For months, the U.S. and British government have been urging a British court not to release seven paragraphs of a U.S. summary of intelligence information relating to former Guantanamo Bay detainee Binyam Mohamed, on the grounds that it would “damage” intelligence cooperation. Mohamed claims he was rendered to Morocco where he was tortured, but that he was also tortured at the hands of U.S. authorities while detained in Afghanistan. He is one of the plaintiffs in a lawsuit against Jeppesen Dataplan, the Boeing subsidiary his lawyers say facilitated his rendition. The U.S. originally believed Mohamed was at the center of a “dirty bomb” plot involving Abu Zubayda and Jose Padilla, but he was ultimately released without charge last year.

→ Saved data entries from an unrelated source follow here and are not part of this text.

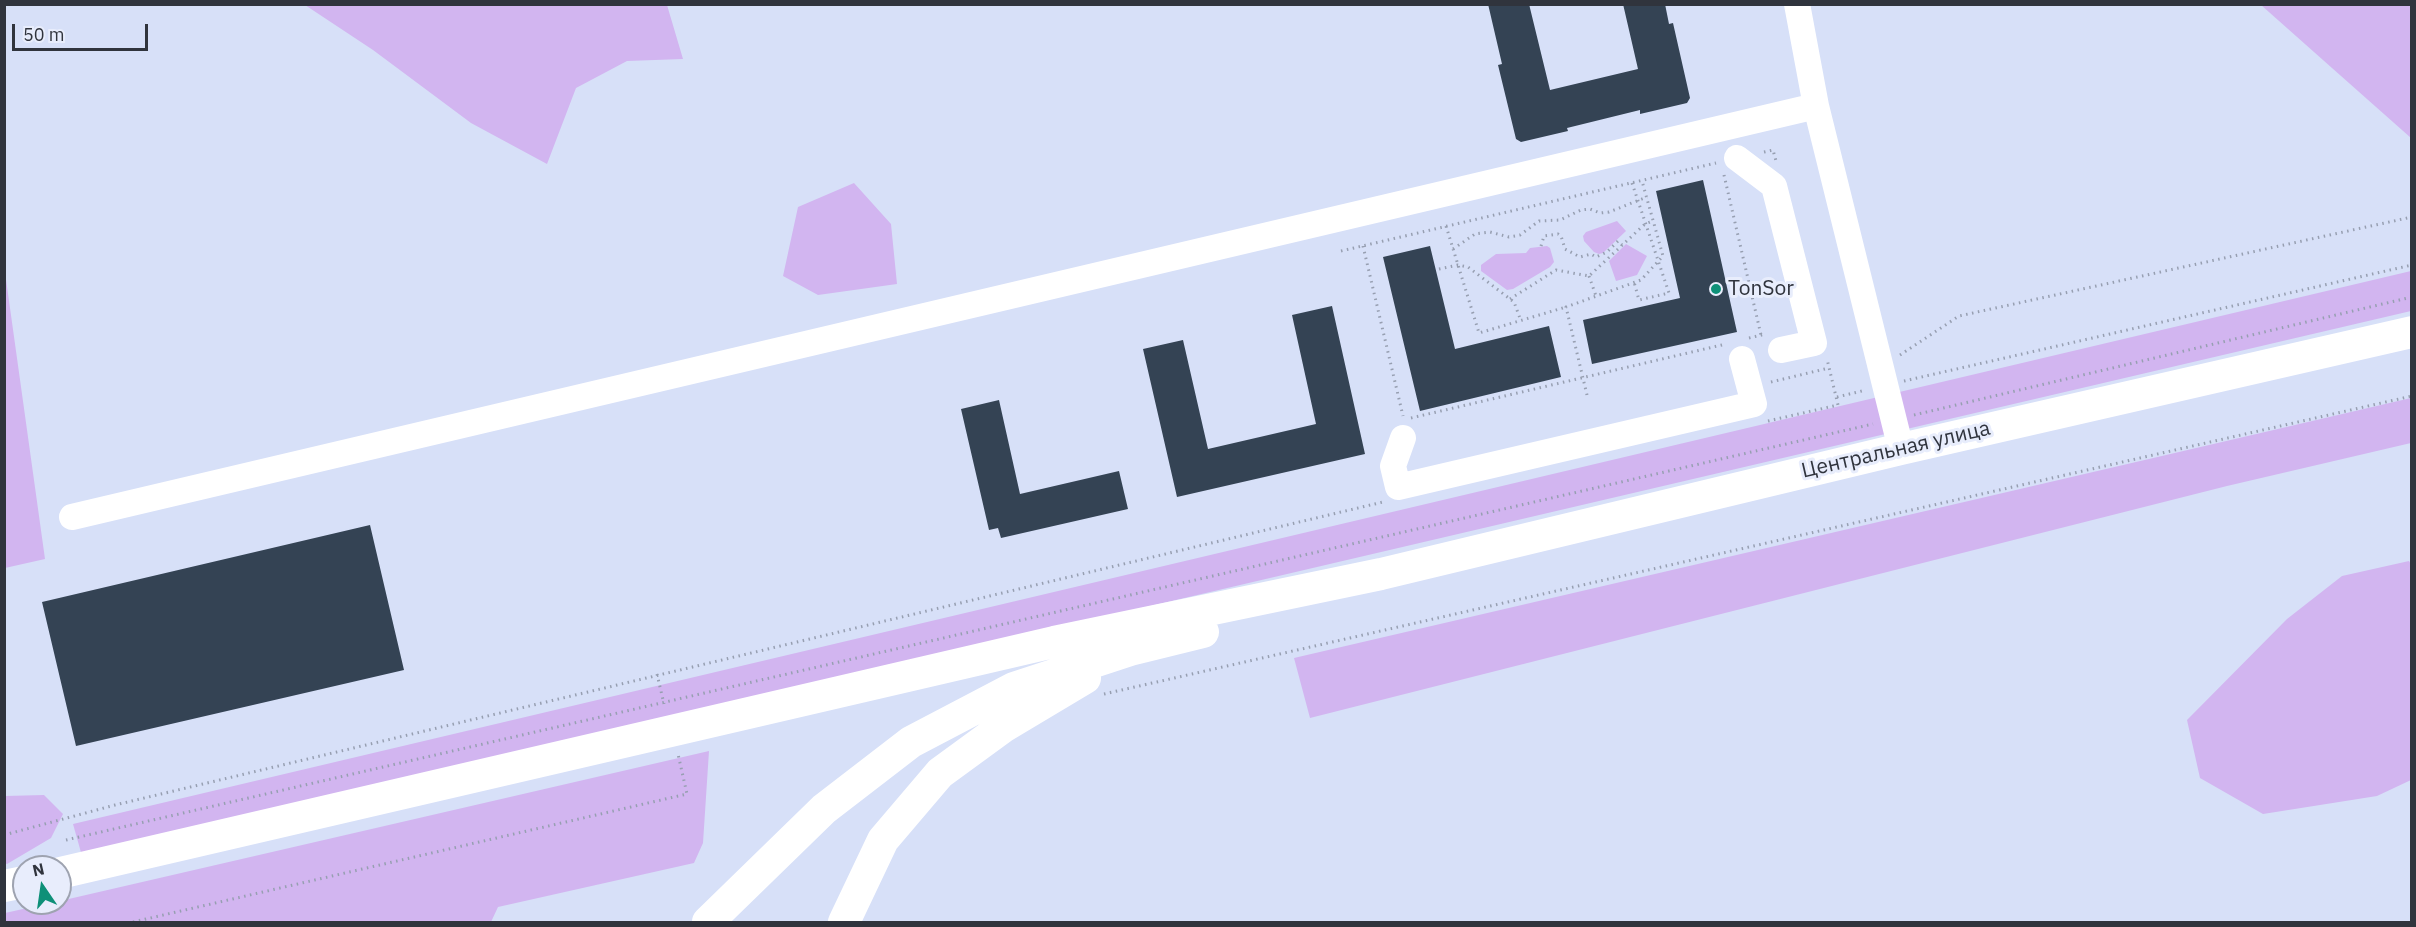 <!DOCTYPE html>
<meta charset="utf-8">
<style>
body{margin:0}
#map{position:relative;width:2416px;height:927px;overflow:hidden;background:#d7e0f8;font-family:"IBM Plex Sans",sans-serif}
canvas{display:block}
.frame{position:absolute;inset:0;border:6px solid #30343d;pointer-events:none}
.north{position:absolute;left:12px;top:855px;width:60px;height:60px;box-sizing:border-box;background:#e8edfc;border:2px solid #9ea3b0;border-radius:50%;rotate:347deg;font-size:16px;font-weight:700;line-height:24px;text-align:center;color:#30343d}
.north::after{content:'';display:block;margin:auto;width:21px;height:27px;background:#0e9078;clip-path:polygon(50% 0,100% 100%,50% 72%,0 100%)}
.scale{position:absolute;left:12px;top:24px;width:136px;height:27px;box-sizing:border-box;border:3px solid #30343d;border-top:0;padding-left:8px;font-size:18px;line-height:21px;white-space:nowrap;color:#30343d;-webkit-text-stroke:4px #e8edfc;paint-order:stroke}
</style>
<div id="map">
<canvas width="2416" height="927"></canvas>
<div class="frame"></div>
<div class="north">N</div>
<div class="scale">50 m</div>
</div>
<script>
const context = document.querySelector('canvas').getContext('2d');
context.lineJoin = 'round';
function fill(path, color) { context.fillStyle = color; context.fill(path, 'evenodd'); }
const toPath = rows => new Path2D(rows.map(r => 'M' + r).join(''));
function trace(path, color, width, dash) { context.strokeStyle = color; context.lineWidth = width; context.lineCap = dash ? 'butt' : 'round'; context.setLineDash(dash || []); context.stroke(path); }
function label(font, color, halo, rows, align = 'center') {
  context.font = font + ' "IBM Plex Sans",sans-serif'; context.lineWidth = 6; context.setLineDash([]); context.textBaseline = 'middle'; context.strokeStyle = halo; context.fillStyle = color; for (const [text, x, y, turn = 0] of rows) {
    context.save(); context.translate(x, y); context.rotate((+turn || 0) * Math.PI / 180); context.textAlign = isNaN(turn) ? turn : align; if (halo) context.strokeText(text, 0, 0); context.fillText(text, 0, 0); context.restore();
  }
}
fill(toPath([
 [305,5,667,5,683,59,627,61,576,88,547,164,471,123,373,50],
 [2261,5,2411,5,2411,138,2332,68],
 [854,183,891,224,897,284,818,295,783,276,798,207],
 [1617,221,1626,231,1603,253,1599,254,1594,252,1584,241,1583,236,1586,232],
 [1626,244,1647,256,1637,275,1616,281,1609,261],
 [1547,246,1550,248,1554,262,1550,267,1513,289,1507,290,1481,271,1481,265,1496,254,1526,253,1530,248],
 [4,265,45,559,5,568,4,568],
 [2411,271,2411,311,82,856,73,824],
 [2411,398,2411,443,2227,486,1310,718,1294,658],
 [2409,561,2412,566,2411,780,2377,796,2263,814,2200,778,2187,720,2287,619,2342,576],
 [709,751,703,843,694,863,498,907,491,922,5,922,5,913,50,903,60,903,60,901],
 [44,795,63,814,51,838,7,864,4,863,5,796]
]), '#d2b5f0');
fill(toPath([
 [1488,4,1529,4,1550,90,1638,69,1623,4,1665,4,1669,24,1673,23,1690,98,1687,103,1640,114,1640,110,1567,128,1568,131,1521,142,1516,139,1498,65,1502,64],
 [1703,180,1737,332,1592,364,1583,320,1680,298,1656,191],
 [1430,246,1455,349,1549,326,1561,377,1420,411,1383,257],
 [1332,306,1365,454,1177,497,1143,349,1183,340,1208,449,1316,424,1292,315],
 [999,400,1020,494,1119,471,1128,509,1001,538,998,528,989,530,961,409],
 [370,525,404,670,76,746,42,602]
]), '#344354');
trace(toPath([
 [1764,152,1773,150,1776,161],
 [1724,175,1761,335],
 [1632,183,1669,293,1639,300,1634,282],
 [1446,226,1479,333,1566,307],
 [1363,246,1403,416],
 [1541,246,1544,236,1558,234,1561,236,1565,249,1580,257,1591,254,1596,257,1607,252,1618,241,1622,245],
 [1453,249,1475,234,1490,232,1509,237,1520,235,1539,221,1560,220,1581,210,1590,209,1600,213,1609,212,1647,197],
 [1341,251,1716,163],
 [1439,269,1458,265,1468,267,1514,302,1521,321],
 [1589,276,1596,296],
 [1510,299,1556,270,1589,276,1645,224,1653,221],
 [1749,338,1766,334],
 [1900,355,1959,316,2412,217],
 [1904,381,2412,265],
 [1771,382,1829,368],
 [1587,395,1566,307,1641,280,1663,256,1642,181],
 [1837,397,1866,390],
 [1914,415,2412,297],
 [1411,418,1726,344],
 [1768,421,1838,405,1827,359],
 [657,674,664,704],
 [1104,694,2412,396],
 [4,835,115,805,1383,502],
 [66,840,1873,424],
 [133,922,687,794,678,754]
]), '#979fb1', 3, [1.5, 4.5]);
trace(toPath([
 [1797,4,1816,106,1901,449],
 [1737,158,1774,186,1814,343,1781,350],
 [1403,438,1393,466,1398,487,1754,404,1742,359],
 [72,517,1816,106]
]), '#fff', 26);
trace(toPath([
 [60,873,1054,642,1381,574,1901,449,2412,332],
 [4,886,24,882],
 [708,922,824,809,911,742,1014,688,1130,650,1203,632],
 [844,922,883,840,940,773,1003,727,1085,678]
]), '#fff', 32);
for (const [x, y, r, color] of [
 [1716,289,6,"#0e9078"]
]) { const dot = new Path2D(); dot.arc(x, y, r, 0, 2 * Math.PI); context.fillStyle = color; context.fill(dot); trace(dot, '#e8edfc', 2); }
label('21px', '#30343d', '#e8edfc', [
 ["TonSor",1728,289]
], 'left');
label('21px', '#30343d', '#e8edfc', [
 ["Центральная улица",1896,450,-13]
]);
</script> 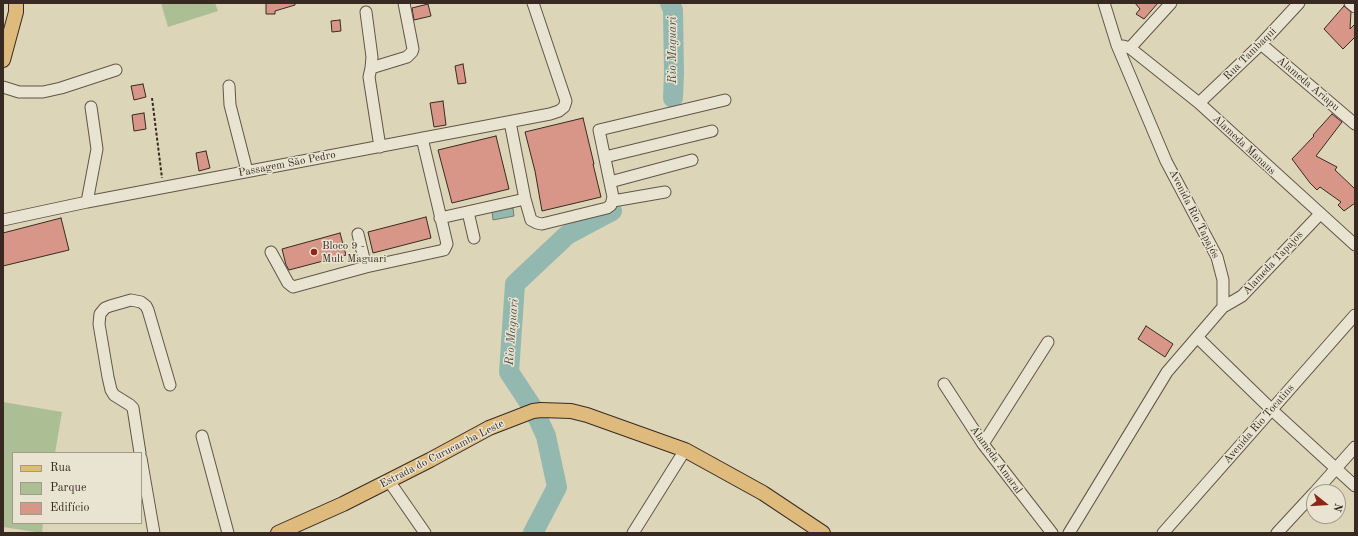 <!DOCTYPE html>
<meta charset="utf-8">
<style>
body{margin:0}
#map{position:relative;width:1358px;height:536px;overflow:hidden;background:#ddd5b8;font-family:"Old Standard TT",serif}
canvas{display:block}
.frame{position:absolute;inset:0;border:4px solid #382a23;pointer-events:none}
.legend{position:absolute;left:12px;top:452px;width:130px;height:72px;box-sizing:border-box;background:#e9e4d1;border:1px solid #a29a8b;margin:0;padding:5px 7px;list-style:none;font-size:12px;color:#382a23}
.legend li{display:flex;align-items:center;gap:8px;height:20px}
.legend b{width:20px;border:1px solid #a29a8b}
.north{position:absolute;left:1306px;top:484px;width:40px;height:40px;box-sizing:border-box;background:#e9e4d1;border:1px solid #a29a8b;border-radius:50%;rotate:107deg;font-size:11px;font-weight:700;line-height:16px;text-align:center;color:#382a23}
.north::after{content:'';display:block;margin:auto;width:14px;height:18px;background:#8f2418;clip-path:polygon(50% 0,100% 100%,50% 72%,0 100%)}
</style>
<div id="map">
<canvas width="1358" height="536"></canvas>
<div class="frame"></div>
<ul class="legend">
<li><b style="height:5px;background:#deba7c"></b>Rua</li>
<li><b style="height:11px;background:#acbe93"></b>Parque</li>
<li><b style="height:11px;background:#d79687"></b>Edifício</li>
</ul>
<div class="north">N</div>
</div>
<script>
const context = document.querySelector('canvas').getContext('2d');
context.lineJoin = 'round';
function fill(path, color) { context.fillStyle = color; context.fill(path, 'evenodd'); }
const poly = rows => new Path2D(rows.map(r => 'M' + r).join(''));
function trace(path, color, width, dash) { context.strokeStyle = color; context.lineWidth = width; context.lineCap = dash ? 'butt' : 'round'; context.setLineDash(dash || []); context.stroke(path); }
function write(font, color, halo, rows, align = 'center') {
  context.font = font + ' "Old Standard TT",serif'; context.lineWidth = 3; context.setLineDash([]); context.textBaseline = 'middle'; context.strokeStyle = halo; context.fillStyle = color; for (const [text, x, y, turn = 0] of rows) {
    context.save(); context.translate(x, y); context.rotate((+turn || 0) * Math.PI / 180); context.textAlign = isNaN(turn) ? turn : align; if (halo) context.strokeText(text, 0, 0); context.fillText(text, 0, 0); context.restore();
  }
}
fill(poly([
 [161,3,215,3,218,11,168,27],
 [3,402,62,412,55,453,13,453,13,523,43,523,42,533,3,527]
]), '#acbe93');
const water = poly([
 [513,208,514,216,493,220,492,211,513,208]
]);
fill(water, '#93b8b0');
trace(water, '#6f7f78', 1);
trace(poly([
 [670,3,673,10,674,73,673,98],
 [533,533,557,487,546,436,534,410,509,372,515,284,567,235,612,211]
]), '#93b8b0', 20);
const building = poly([
 [266,3,295,3,295,5,275,11,275,14,266,14,266,3],
 [1135,3,1158,3,1144,19,1136,14,1140,9,1135,3],
 [428,4,431,16,414,20,412,8,428,4],
 [1344,6,1351,12,1350,29,1355,24,1355,37,1343,49,1324,29,1344,6],
 [340,20,341,31,332,32,331,21,340,20],
 [463,64,466,83,458,84,455,66,463,64],
 [143,84,146,97,134,100,131,86,143,84],
 [443,101,446,125,434,127,430,103,443,101],
 [144,113,146,129,134,131,132,115,144,113],
 [1332,114,1342,122,1316,156,1337,167,1335,170,1355,189,1355,203,1344,211,1338,205,1341,202,1320,187,1317,190,1310,183,1292,159,1314,136,1313,135,1332,114],
 [583,118,594,164,593,164,601,197,542,211,535,171,525,132,583,118],
 [496,136,509,189,452,203,438,150,496,136],
 [206,151,210,168,199,171,196,153,206,151],
 [426,217,431,238,373,253,368,232,426,217],
 [61,218,69,250,3,266,3,233,61,218],
 [340,233,346,255,289,270,286,265,282,249,340,233],
 [1146,326,1173,344,1165,357,1138,339,1146,326]
]);
fill(building, '#d79687');
trace(building, '#382a23', 1);
const minor = poly([
 [1350,3,1355,7],
 [366,12,372,57,371,68,369,77,380,147],
 [1261,44,1355,124],
 [1123,46,1130,48,1171,3],
 [1130,48,1199,103,1355,245],
 [371,68,407,57,412,52,413,49,404,3],
 [229,86,230,105,247,171],
 [3,87,19,92,43,92,61,88,116,70],
 [1199,103,1261,44,1299,3],
 [510,122,525,199,531,220,537,223,542,224,607,208,611,205,613,197,599,130,725,100],
 [605,157,712,131],
 [610,182,692,160],
 [613,201,665,192],
 [87,202,97,149,91,107],
 [468,212,474,238],
 [440,218,525,199],
 [3,220,87,202,550,114,559,111,564,107,566,101,533,3],
 [358,234,366,267],
 [271,252,288,283,293,287,366,267,444,250,447,244,422,138],
 [1223,307,1242,296,1320,214],
 [1197,337,1272,410,1355,486],
 [944,384,983,444,1052,533],
 [202,436,228,533],
 [983,444,1048,342],
 [140,453,133,408,130,405,114,395,111,390,108,377,99,324,100,314,105,308,110,306,131,300,141,302,146,306,148,310,170,385],
 [141,458,154,533],
 [389,481,425,533],
 [1315,492,1355,447],
 [633,533,685,450],
 [1069,533,1167,372,1223,307,1223,280,1217,257,1166,161,1117,45,1104,3],
 [1163,533,1355,315],
 [1277,533,1314,493]
]);
const major = poly([
 [3,60,16,12,16,3],
 [278,533,343,504,430,460,489,428,533,411,541,410,571,411,587,415,685,450,763,493,823,533]
]);
trace(minor, '#615548', 13);
trace(major, '#382a23', 16);
trace(poly([
 [152,98,162,178]
]), '#382a23', 2, [3, 2]);
trace(minor, '#e9e4d1', 11);
trace(major, '#deba7c', 14);
for (const [x, y, r, color] of [
 [314,252,4,"#8f2418"]
]) { const dot = new Path2D(); dot.arc(x, y, r, 0, 2 * Math.PI); context.fillStyle = color; context.fill(dot); trace(dot, '#e9e4d1', 1.5); }
write('11px', '#382a23', '#e9e4d1', [
 ["Rua Tambaqui",1250,54,-45],
 ["Alameda Ariapu",1308,84,40],
 ["Alameda Manaus",1244,145,43],
 ["Passagem São Pedro",287,164,-11],
 ["Avenida Rio Tapajós",1194,214,63],
 ["Alameda Tapajos",1273,263,-47],
 ["Avenida Rio Tocatins",1259,424,-49],
 ["Estrada do Curucamba Leste",442,454,-27],
 ["Alameda Amaral",996,460,54]
]);
write('11px', '#382a23', '#e9e4d1', [
 ["Bloco 9 -",322,246],
 ["Mult Maguari",322,259]
], 'left');
write('italic 12px', '#4f4e46', '#e9e4d1', [
 ["Rio Maguari",673,50,-90],
 ["Rio Maguari",512,332,-86]
]);
</script>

The threat from the U.S. and British governments not to share intelligence always rang hollow–U.S. and British intelligence agencies wouldn’t put their countries at risk in this manner–but the hollowness of the threat is what makes it so insidious. The U.S. was trying to intimidate a foreign court out of revealing evidence of its own illegal behavior by invoking a threat of mutual self-annihilation. Now that the information has been revealed, it’s clear how ridiculous the threat was, given that it substantiates Mohamed being mistreated in ways that have already been disclosed.
The paragraphs disclosed by the court indicate that Mohamed was subject to sleep deprivation and threatened with being “disappeared” to another country to be tortured further.
The treatment reported, if had been administered on behalf of the United Kingdom, would clearly have been in breach of the undertakings given by the United Kingdom in 1972. Although it is not necessary for us to categorise the treatment reported, it could readily be contended to be at the very least cruel, inhuman and degrading treatment by the United States authorities.